Paul - Yeah. So that's a perfect question. We take the surrounding cells, these fibroblasts, and we ask what are they secreting back to the cancer cell to allow it to spread. What we found was that they secrete a molecule called perlecan and perlecan stood out to us because very recently someone had looked at prostate cancer and this was linked to this spread of prostate cancer. We attacked that molecule and assessed whether this was actually one of the key drivers. Interestingly, the cancer cell itself secretes a molecule to actually tell the surrounding cells to produce this molecule, so almost changing its architecture to say “now protect me from chemotherapy and allow me to spread”.

Chris - It's interesting though that this is almost like a switch being thrown whereby the cancer tells these cells to start doing this they start doing it and then they feed back on the tumour, it’s almost like a positive feedback loop.

Paul - So that's a fantastic point. So we call this the vicious circle because as soon as the cancer cell tells the surrounding tissue what to do and produce this molecule, that surrounding cell talks back to the cancer cells and says “yes, I’m producing more”. And it's a vicious circle and therefore a tumour becomes more and more aggressive more and more invasive and obviously more and more deadly.

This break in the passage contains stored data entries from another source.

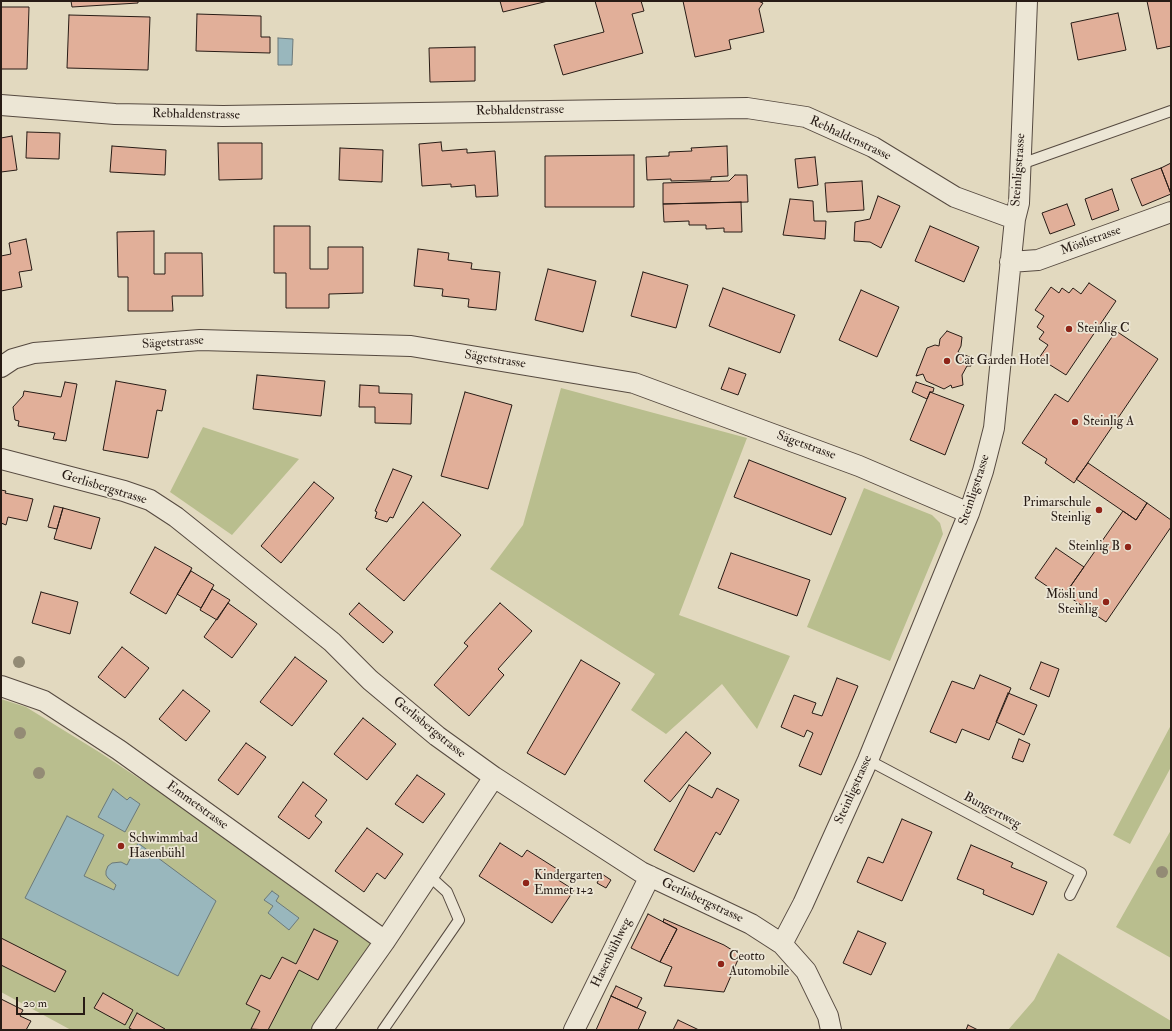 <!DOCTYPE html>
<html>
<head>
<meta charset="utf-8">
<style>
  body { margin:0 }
  #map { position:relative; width:1172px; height:1031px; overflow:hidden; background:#e2d9bf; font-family:"IM FELL Double Pica",serif }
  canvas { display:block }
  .frame { position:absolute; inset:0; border:2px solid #271b15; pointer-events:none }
  .scale { position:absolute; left:16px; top:997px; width:69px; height:18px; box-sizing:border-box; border:2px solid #271b15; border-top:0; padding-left:5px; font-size:12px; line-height:14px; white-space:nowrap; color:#271b15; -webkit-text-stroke:3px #ece6d5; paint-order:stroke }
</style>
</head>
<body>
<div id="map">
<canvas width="1172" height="1031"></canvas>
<div class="frame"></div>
<div class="scale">20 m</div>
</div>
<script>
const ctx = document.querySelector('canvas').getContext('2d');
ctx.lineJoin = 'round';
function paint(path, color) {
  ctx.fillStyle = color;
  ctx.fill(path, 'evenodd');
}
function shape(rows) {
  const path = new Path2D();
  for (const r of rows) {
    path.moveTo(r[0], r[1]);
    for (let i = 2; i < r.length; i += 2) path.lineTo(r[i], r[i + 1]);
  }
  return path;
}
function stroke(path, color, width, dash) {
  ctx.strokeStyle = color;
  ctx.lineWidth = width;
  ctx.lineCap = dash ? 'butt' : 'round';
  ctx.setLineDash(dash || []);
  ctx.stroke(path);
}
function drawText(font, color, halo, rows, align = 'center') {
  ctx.font = font + ' "IM FELL Double Pica",serif';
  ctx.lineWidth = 3.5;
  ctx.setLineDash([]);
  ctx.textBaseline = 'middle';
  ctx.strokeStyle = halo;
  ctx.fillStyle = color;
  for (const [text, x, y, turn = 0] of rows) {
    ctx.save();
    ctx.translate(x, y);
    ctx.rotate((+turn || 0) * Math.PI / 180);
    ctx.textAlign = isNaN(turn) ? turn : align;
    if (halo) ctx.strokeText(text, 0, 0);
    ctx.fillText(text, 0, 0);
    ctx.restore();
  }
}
paint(shape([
  [561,388,747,438,679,615,790,656,757,729,722,684,666,734,631,710,655,674,490,569,523,525],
  [203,427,299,459,232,535,170,492],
  [864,488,932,515,940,523,943,534,890,661,807,627],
  [1,699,26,707,99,752,385,941,322,1030,71,1030,1,992],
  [1171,725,1171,767,1130,844,1113,835],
  [1171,830,1171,958,1116,927],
  [1058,953,1171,1021,1171,1030,1008,1030,1034,1000]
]), '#b9be8e');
const water = shape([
  [278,38,293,39,292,65,278,65,278,38],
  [113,789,127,800,130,797,140,804,125,832,98,817,113,789],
  [67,816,104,835,84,876,114,890,116,885,108,878,106,875,106,871,108,866,112,863,121,862,127,865,138,843,216,901,178,976,25,898,67,816],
  [272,891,279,896,276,901,299,918,289,930,268,913,273,906,264,900,272,891]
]);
paint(water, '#99b7bd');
stroke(water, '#6b797a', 1);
const building = shape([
  [71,1,138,1,138,3,72,7,71,1],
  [500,1,548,1,503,12,500,1],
  [595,1,641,1,644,11,632,14,643,53,563,75,554,45,604,32,595,1],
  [683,1,758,1,763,3,759,9,764,32,729,40,731,49,695,57,683,1],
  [1147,1,1171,1,1171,46,1157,49,1147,1],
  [1,7,29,7,27,69,1,69,1,7],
  [1118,13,1126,50,1078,60,1071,23,1118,13],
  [197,14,261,16,261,37,270,37,270,53,196,51,197,14],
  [69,15,150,17,148,70,67,68,69,15],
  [475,47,475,81,430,82,429,48,475,47],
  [27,132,60,133,59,159,26,158,27,132],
  [12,136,17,170,1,172,1,138,12,136],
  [441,142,442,151,467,149,467,153,495,151,498,196,476,197,475,185,451,187,451,184,422,186,419,144,441,142],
  [218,143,262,143,262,179,219,180,218,143],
  [112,146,166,150,165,175,110,172,112,146],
  [727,146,728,176,711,177,711,180,671,181,671,179,647,180,646,157,669,156,669,152,692,151,691,148,727,146],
  [340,148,383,150,382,182,339,180,340,148],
  [634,155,634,207,545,207,545,156,634,155],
  [815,157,818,185,798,188,795,159,815,157],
  [1171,163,1171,194,1161,168,1171,163],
  [1161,168,1171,194,1142,206,1131,179,1161,168],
  [735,175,747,175,748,202,663,204,663,183,729,181,735,175],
  [862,181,864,210,827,212,825,183,862,181],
  [1112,189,1119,210,1092,220,1085,199,1112,189],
  [878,196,900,206,881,248,870,242,854,241,855,222,870,219,878,196],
  [790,199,813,201,814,221,826,221,825,239,783,235,790,199],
  [741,202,742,232,724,232,724,228,706,229,706,225,689,225,689,221,664,222,663,204,741,202],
  [1067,204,1075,225,1050,234,1042,213,1067,204],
  [274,226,310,226,310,269,328,269,328,247,363,247,363,293,329,294,329,308,286,308,286,273,274,273,274,226],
  [930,226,979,247,964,282,915,261,930,226],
  [154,231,154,274,165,274,165,253,202,253,203,296,172,296,173,311,128,311,128,277,118,277,117,232,154,231],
  [26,239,32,270,19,272,22,287,1,291,1,256,11,254,9,243,26,239],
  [418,249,449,253,448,260,472,263,471,269,500,272,496,310,468,307,469,299,442,296,443,289,414,286,418,249],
  [548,269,596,281,583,332,535,320,548,269],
  [643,272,688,285,676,328,631,316,643,272],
  [1089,283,1116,301,1066,375,1039,358,1048,345,1039,339,1044,332,1037,327,1044,316,1035,310,1051,287,1059,293,1062,288,1069,293,1073,288,1081,294,1089,283],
  [723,288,795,315,780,353,709,326,723,288],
  [861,290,899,307,877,357,839,340,861,290],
  [947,331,962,337,961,346,958,352,972,358,972,363,971,366,967,366,962,375,963,385,952,388,951,385,944,389,926,381,923,374,916,376,927,348,935,345,939,346,940,339,947,331],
  [1116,331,1158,359,1074,483,1045,463,1047,459,1022,443,1055,394,1068,402,1116,331],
  [729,368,746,374,738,395,721,389,729,368],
  [257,375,325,381,321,416,253,409,257,375],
  [116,381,166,390,162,411,157,410,148,458,103,450,116,381],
  [65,382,77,384,66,441,53,439,55,433,18,426,19,421,15,420,13,407,23,396,24,391,61,397,65,382],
  [916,382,934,388,933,392,930,392,927,399,912,392,916,382],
  [360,385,379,386,379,393,412,394,411,424,375,423,375,407,359,407,360,385],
  [465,392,512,405,488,489,441,476,465,392],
  [930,392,964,405,945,455,910,440,930,392],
  [749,460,846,498,831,535,734,497,749,460],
  [1088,463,1147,503,1136,520,1076,479,1088,463],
  [393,469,412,476,393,518,390,517,387,522,375,518,377,512,375,511,393,469],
  [314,482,334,498,281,563,261,546,314,482],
  [1,490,6,491,5,493,33,499,27,521,8,517,6,525,1,523,1,490],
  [423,502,461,535,404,601,366,569,423,502],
  [1147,503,1171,520,1171,527,1106,622,1065,594,1123,511,1136,520,1147,503],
  [54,506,63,508,57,529,48,527,54,506],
  [63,508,100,518,91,549,54,539,63,508],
  [155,547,192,568,166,614,130,593,155,547],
  [1056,548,1084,567,1063,597,1035,578,1056,548],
  [731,553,810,580,797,616,718,588,731,553],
  [191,571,214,585,201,608,177,594,191,571],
  [212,589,230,600,217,620,200,610,212,589],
  [41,592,78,602,70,634,32,623,41,592],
  [228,603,257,624,232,658,204,637,228,603],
  [359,603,393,632,383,643,349,614,359,603],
  [500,603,532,631,498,669,504,675,469,716,434,685,468,646,464,643,500,603],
  [122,647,149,668,125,698,98,677,122,647],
  [295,657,327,681,292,726,260,702,295,657],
  [581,660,620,683,565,775,527,753,581,660],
  [1041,662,1059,669,1049,697,1030,689,1041,662],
  [980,675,1011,688,989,740,962,729,956,743,930,732,952,681,974,689,980,675],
  [837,678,858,686,821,775,799,766,813,733,807,730,804,737,781,727,794,695,816,703,812,713,822,716,837,678],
  [183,690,210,711,186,741,159,719,183,690],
  [1008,693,1037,705,1024,735,996,722,1008,693],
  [363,718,396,744,367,780,334,754,363,718],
  [686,732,711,753,670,802,644,781,686,732],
  [1019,739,1030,744,1023,762,1012,758,1019,739],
  [246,743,266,757,238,795,218,780,246,743],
  [417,775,445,794,423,823,395,804,417,775],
  [303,782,327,800,315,816,322,822,309,839,278,817,303,782],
  [689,785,712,798,717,788,739,800,720,835,716,832,694,872,654,850,689,785],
  [902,819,932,832,902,901,857,882,868,857,883,863,902,819],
  [367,828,403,854,385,879,377,873,364,892,335,871,367,828],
  [500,843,522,857,527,850,557,869,552,876,574,890,552,923,479,876,500,843],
  [971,845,1013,863,1011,867,1047,882,1033,915,983,894,984,890,957,879,971,845],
  [602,874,611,880,606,888,597,883,602,874],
  [648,914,677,929,660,962,631,948,648,914],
  [664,919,724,945,740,955,724,992,664,986,672,967,660,962,677,929,663,922,664,919],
  [314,929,338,941,318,980,299,970,268,1030,251,1029,260,1011,246,1004,261,975,270,979,282,957,296,964,314,929],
  [858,931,886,943,871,975,843,963,858,931],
  [1,938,66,971,55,992,1,965,1,938],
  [616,986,642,998,637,1008,611,996,616,986],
  [103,993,133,1010,125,1025,94,1008,103,993],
  [611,996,646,1012,638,1030,596,1030,611,996],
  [1,999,23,1010,20,1016,31,1021,26,1030,1,1030,1,999],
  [137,1013,165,1029,164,1030,133,1030,129,1028,137,1013],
  [678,1020,699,1030,673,1030,678,1020],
  [968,1025,978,1030,966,1030,968,1025]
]);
paint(building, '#e1af99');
stroke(building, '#271b15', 1);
const lane = shape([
  [1021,164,1171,111],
  [868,760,1081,873,1070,895],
  [383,1030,459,920,447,892,436,882,427,876]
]);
const street = shape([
  [1,105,115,114,223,116,747,108,806,117,873,147,955,197,1015,219],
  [1010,262,1038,260,1171,212],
  [1,367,13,359,34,353,200,340,411,346,634,383,859,466,969,513],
  [1,459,124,491,150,500,176,517,332,642,370,680,437,736,494,777,641,872,751,924,782,944,806,971,828,1016,831,1030],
  [1,686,44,701,119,750,385,941],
  [782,944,803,904,868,760,969,513,983,471,994,428,1015,219,1019,203,1027,1],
  [322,1030,385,941,494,777],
  [574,1030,650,876]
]);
stroke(lane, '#564a40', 12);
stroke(street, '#564a40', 22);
stroke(lane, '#ece6d5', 10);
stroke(street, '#ece6d5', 20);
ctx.fillStyle = '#938b75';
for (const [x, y] of [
  [19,662],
  [20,733],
  [39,773],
  [1162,872]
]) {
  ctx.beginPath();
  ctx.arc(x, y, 6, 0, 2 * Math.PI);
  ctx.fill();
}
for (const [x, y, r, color] of [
  [1069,329,4,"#8f2418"],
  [947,361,4,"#8f2418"],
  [1075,422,4,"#8f2418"],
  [1099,510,4,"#8f2418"],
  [1128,547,4,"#8f2418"],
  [1106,602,4,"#8f2418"],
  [121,846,4,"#8f2418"],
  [526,883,4,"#8f2418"],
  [721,964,4,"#8f2418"]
]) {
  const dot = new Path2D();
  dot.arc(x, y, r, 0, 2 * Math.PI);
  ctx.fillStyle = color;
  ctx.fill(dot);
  stroke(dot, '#ece6d5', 1.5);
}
drawText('13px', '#271b15', '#ece6d5', [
  ["Rebhaldenstrasse",520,111,-1],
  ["Rebhaldenstrasse",196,115,1],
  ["Rebhaldenstrasse",850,139,25],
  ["Steinligstrasse",1019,170,-86],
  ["Möslistrasse",1091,241,-20],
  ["Sägetstrasse",173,343,-4],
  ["Sägetstrasse",495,360,9],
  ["Sägetstrasse",806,446,20],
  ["Gerlisbergstrasse",104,488,17],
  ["Steinligstrasse",975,490,-72],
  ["Gerlisbergstrasse",429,728,39],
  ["Steinligstrasse",854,790,-66],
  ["Emmetstrasse",197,806,36],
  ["Bungertweg",992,811,28],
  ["Gerlisbergstrasse",702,901,25],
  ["Hasenbühlweg",612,953,-64]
]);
drawText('13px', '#271b15', '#ece6d5', [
  ["Steinlig C",1077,329],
  ["Cat Garden Hotel",955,361],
  ["Steinlig A",1083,422],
  ["Primarschule",1091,503,"right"],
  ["Steinlig",1091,518,"right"],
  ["Steinlig B",1120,547,"right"],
  ["Mösli und",1098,595,"right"],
  ["Steinlig",1098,610,"right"],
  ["Schwimmbad",129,839],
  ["Hasenbühl",129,854],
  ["Kindergarten",534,876],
  ["Emmet 1+2",534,891],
  ["Ceotto",729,957],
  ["Automobile",729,972]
], 'left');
</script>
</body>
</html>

Chris - Is it also possible then that you could because you make the area more propitious and fertile for cancer cells by doing this that the initial pioneering cells from the cancer that make this change then actually lay a road down which other less invasive cells can more easily flow? So actually you accelerate the progression of the cancer because it's not just these hardy pioneering cancer cells that then can leave and start to spread and cause further disease.

Paul - Yeah. So that's a fabulous point. It's like a domino effect. And this is exactly what we wanted to address. And for any given tumour, many times you will have a non-invasive cell and beside it an invasive cell that has this mutation and that can cause small amounts of the tumour to actually metastasise and spread. All the other cells then follow. It’s almost like the invasive cells create a burrow and therefore all these non-invasive cells spread as well. It's almost like the cancer cell is already looking for its next home. It's priming the next environment for its next home. And it keeps on going and going and eventually that's why it takes over the body.

Chris - On this basis then Paul, do you think that using this strategy can translate into a clinical difference for patients or is this just very early interesting observations that we've got to build a lot more on?

Paul - What we do believe is that this could be a treatment. The reason we believe this is because we allowed the tumours to fully grow, fully develop and allowed them to almost have some early stages of metastasis. We then inhibited perlecan and we could see a significant difference. So we actually used a fully blown disease to test this. And it does work. So we think that this could translate to the clinic. Yes.